Marc Aube

Choosing your project's dependencies

June 01, 2015 | 13 Minute Read

If you work on any non-trivial project, chances are you’ll install one or many external dependencies at some point. It’s a good decision to direct your limited resources at business-specific problems and use generic packages for boilerplate functionalities like sending emails, dealing with databases, parsing markup, etc.

However, you shouldn’t bring just any library in your codebase. While Packagist has, at the time of writing, around 60000 packages you could use in your project, most of them are not production quality.

Here’s a list of things to look for when choosing a generic library for a mission-critical project, in no particular order.

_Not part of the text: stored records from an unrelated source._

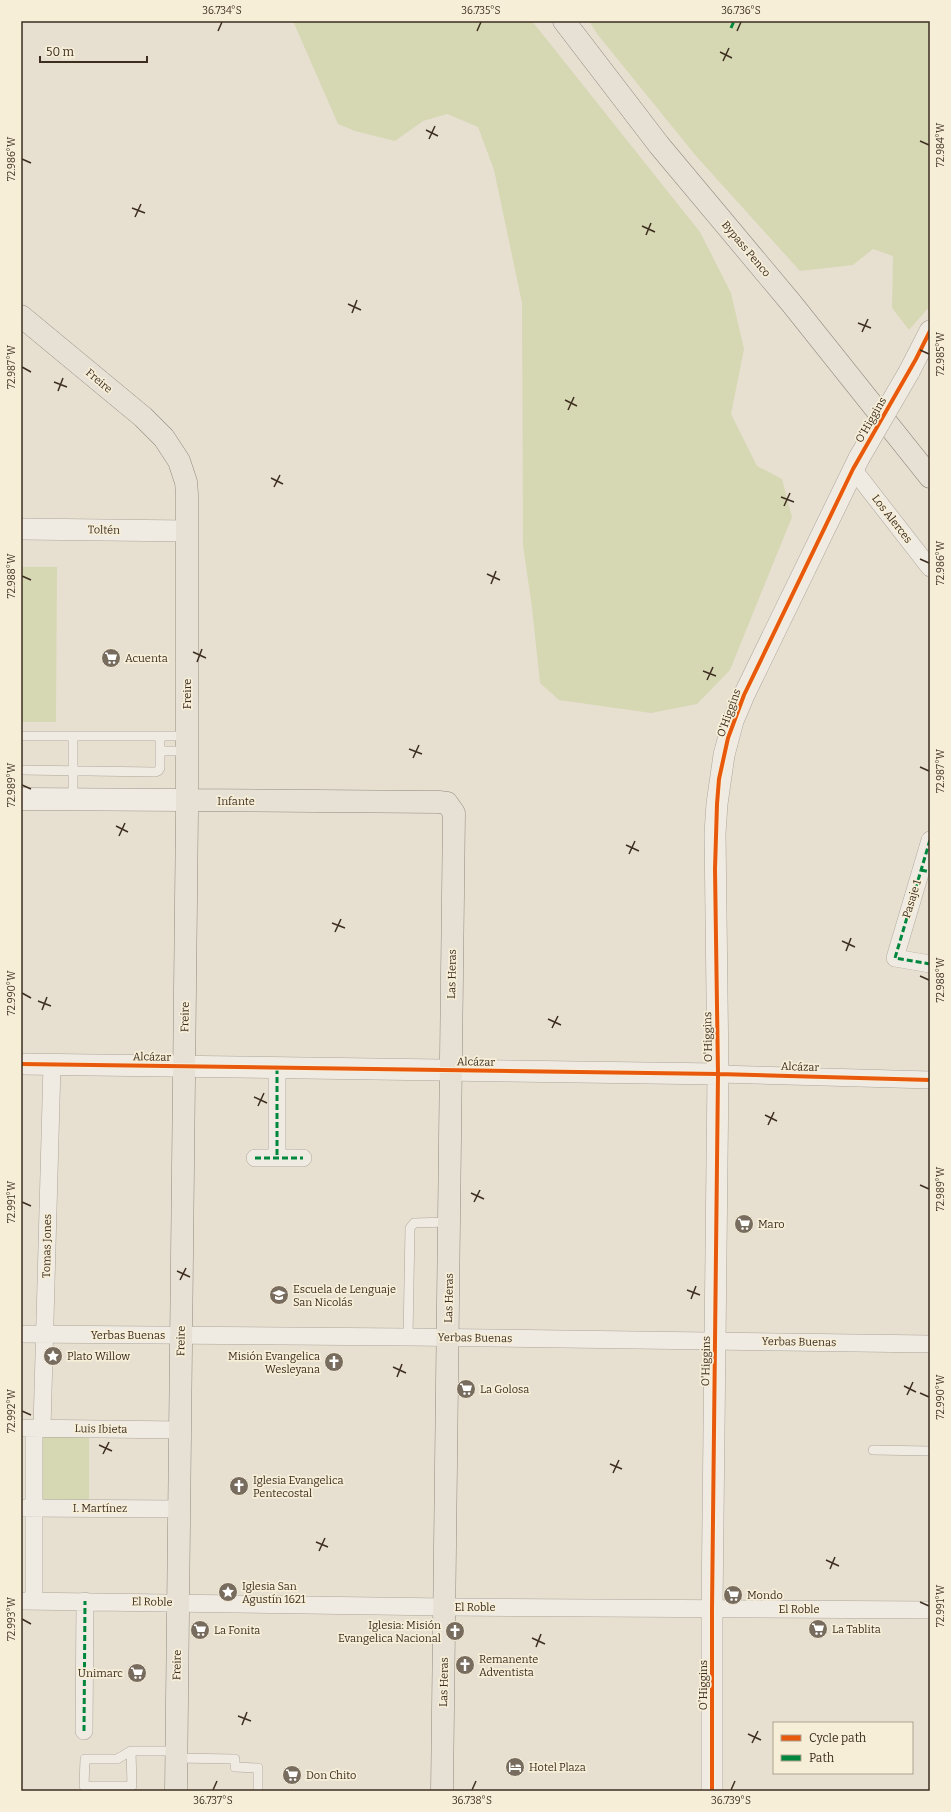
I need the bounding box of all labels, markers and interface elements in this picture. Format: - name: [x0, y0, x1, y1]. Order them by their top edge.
- text: 36.734°S: [202, 5, 242, 17]
- text: 36.735°S: [461, 5, 501, 17]
- text: 36.736°S: [721, 5, 761, 17]
- scale bar: [40, 38, 147, 64]
- text: 50 m: [46, 45, 75, 59]
- text: 72.984°W: [935, 122, 947, 167]
- text: 72.986°W: [6, 136, 18, 181]
- street label: Bypass Penco: [719, 218, 773, 280]
- text: 72.985°W: [935, 331, 947, 376]
- text: 72.987°W: [6, 344, 18, 389]
- street label: Freire: [83, 366, 115, 396]
- street label: O'Higgins: [853, 395, 889, 445]
- street label: Los Alerces: [869, 492, 915, 546]
- street label: Toltén: [88, 523, 120, 537]
- text: 72.986°W: [935, 540, 947, 585]
- text: 72.988°W: [6, 553, 18, 598]
- supermarket icon: Acuenta: [100, 647, 122, 669]
- place label: Acuenta: [125, 652, 168, 665]
- street label: Freire: [181, 679, 194, 709]
- street label: O'Higgins: [714, 687, 744, 739]
- text: 72.987°W: [935, 748, 947, 793]
- text: 72.989°W: [6, 762, 18, 807]
- street label: Infante: [217, 795, 255, 808]
- street label: Pasaje 1: [900, 878, 924, 920]
- street label: Las Heras: [445, 949, 459, 999]
- text: 72.988°W: [935, 957, 947, 1002]
- text: 72.990°W: [6, 970, 18, 1015]
- street label: Freire: [178, 1002, 192, 1032]
- street label: O'Higgins: [701, 1012, 715, 1062]
- street label: Alcázar: [133, 1050, 171, 1064]
- street label: Alcázar: [457, 1055, 495, 1069]
- street label: Alcázar: [781, 1060, 820, 1074]
- text: 72.989°W: [935, 1166, 947, 1211]
- text: 72.991°W: [6, 1180, 18, 1223]
- supermarket icon: Maro: [733, 1213, 755, 1235]
- street label: Tomas Jones: [40, 1214, 54, 1278]
- place label: Maro: [758, 1218, 785, 1231]
- street label: Las Heras: [442, 1273, 456, 1323]
- place label: Escuela de Lenguaje San Nicolás: [293, 1283, 396, 1309]
- school or university icon: Escuela de Lenguaje San Nicolás: [268, 1284, 290, 1306]
- street label: Freire: [174, 1326, 188, 1356]
- street label: Yerbas Buenas: [91, 1329, 165, 1342]
- street label: Yerbas Buenas: [438, 1331, 512, 1345]
- street label: Yerbas Buenas: [762, 1335, 836, 1349]
- street label: O'Higgins: [699, 1336, 713, 1386]
- place icon: Plato Willow: [42, 1345, 64, 1367]
- place label: Plato Willow: [67, 1350, 130, 1363]
- place label: Misión Evangelica Wesleyana: [228, 1350, 320, 1376]
- church icon: Misión Evangelica Wesleyana: [323, 1351, 345, 1373]
- text: 72.990°W: [935, 1374, 947, 1419]
- supermarket icon: La Golosa: [455, 1378, 477, 1400]
- place label: La Golosa: [480, 1383, 529, 1396]
- text: 72.992°W: [6, 1388, 18, 1433]
- street label: Luis Ibieta: [74, 1422, 128, 1436]
- place label: Iglesia Evangelica Pentecostal: [253, 1474, 343, 1500]
- church icon: Iglesia Evangelica Pentecostal: [228, 1475, 250, 1497]
- street label: I. Martínez: [73, 1502, 127, 1515]
- place label: Iglesia San Agustín 1621: [242, 1580, 306, 1606]
- place icon: Iglesia San Agustín 1621: [217, 1581, 239, 1603]
- supermarket icon: Mondo: [722, 1584, 744, 1606]
- text: 72.991°W: [935, 1584, 947, 1627]
- place label: Mondo: [747, 1589, 783, 1602]
- street label: El Roble: [131, 1595, 173, 1609]
- text: 72.993°W: [6, 1596, 18, 1641]
- street label: El Roble: [454, 1601, 496, 1614]
- street label: El Roble: [778, 1603, 820, 1616]
- supermarket icon: La Tablita: [807, 1618, 829, 1640]
- supermarket icon: La Fonita: [189, 1619, 211, 1641]
- place label: Iglesia: Misión Evangelica Nacional: [338, 1619, 441, 1645]
- church icon: Iglesia: Misión Evangelica Nacional: [444, 1620, 466, 1642]
- place label: La Tablita: [832, 1623, 881, 1636]
- place label: La Fonita: [214, 1624, 260, 1637]
- street label: Freire: [170, 1650, 184, 1680]
- place label: Remanente Adventista: [479, 1653, 538, 1679]
- church icon: Remanente Adventista: [454, 1654, 476, 1676]
- street label: Las Heras: [437, 1657, 451, 1707]
- street label: O'Higgins: [697, 1660, 710, 1710]
- supermarket icon: Unimarc: [126, 1662, 148, 1684]
- place label: Unimarc: [78, 1667, 123, 1680]
- legend: [773, 1722, 913, 1774]
- text: Cycle path: [809, 1731, 867, 1745]
- text: Path: [809, 1751, 835, 1765]
- hotel icon: Hotel Plaza: [504, 1756, 526, 1778]
- place label: Hotel Plaza: [529, 1761, 586, 1774]
- supermarket icon: Don Chito: [281, 1764, 303, 1786]
- place label: Don Chito: [306, 1769, 356, 1782]
- text: 36.737°S: [193, 1795, 233, 1807]
- text: 36.738°S: [452, 1795, 492, 1807]
- text: 36.739°S: [711, 1795, 751, 1807]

The library has a stable version

I take for granted that your software will go in production, that’s how it will bring value to your organization. I also suppose that you wait for your software to be stable before you launch it in the wild. You probably have several kinds of automated tests, and hopefully some QA to make sure you’re above a minimum quality/security threshold before code can be deployed.

You should hold external code to the same quality standard. That is, your project should only depend on stable libraries. By default, composer’s minimum-stability is stable, which is great, but it doesn’t mean you can’t mess up.

If you add a dependency with a "dev-master" or "0.3.*" version, you just pulled an unstable package. The maintainer(s) can change the API how they see fit since it’s implied by the version that it’s not production ready. There is no guarantee of backward compatibility between versions. Rafael Dohms has a nice article (cache) on his blog that explains how to select the version of a library.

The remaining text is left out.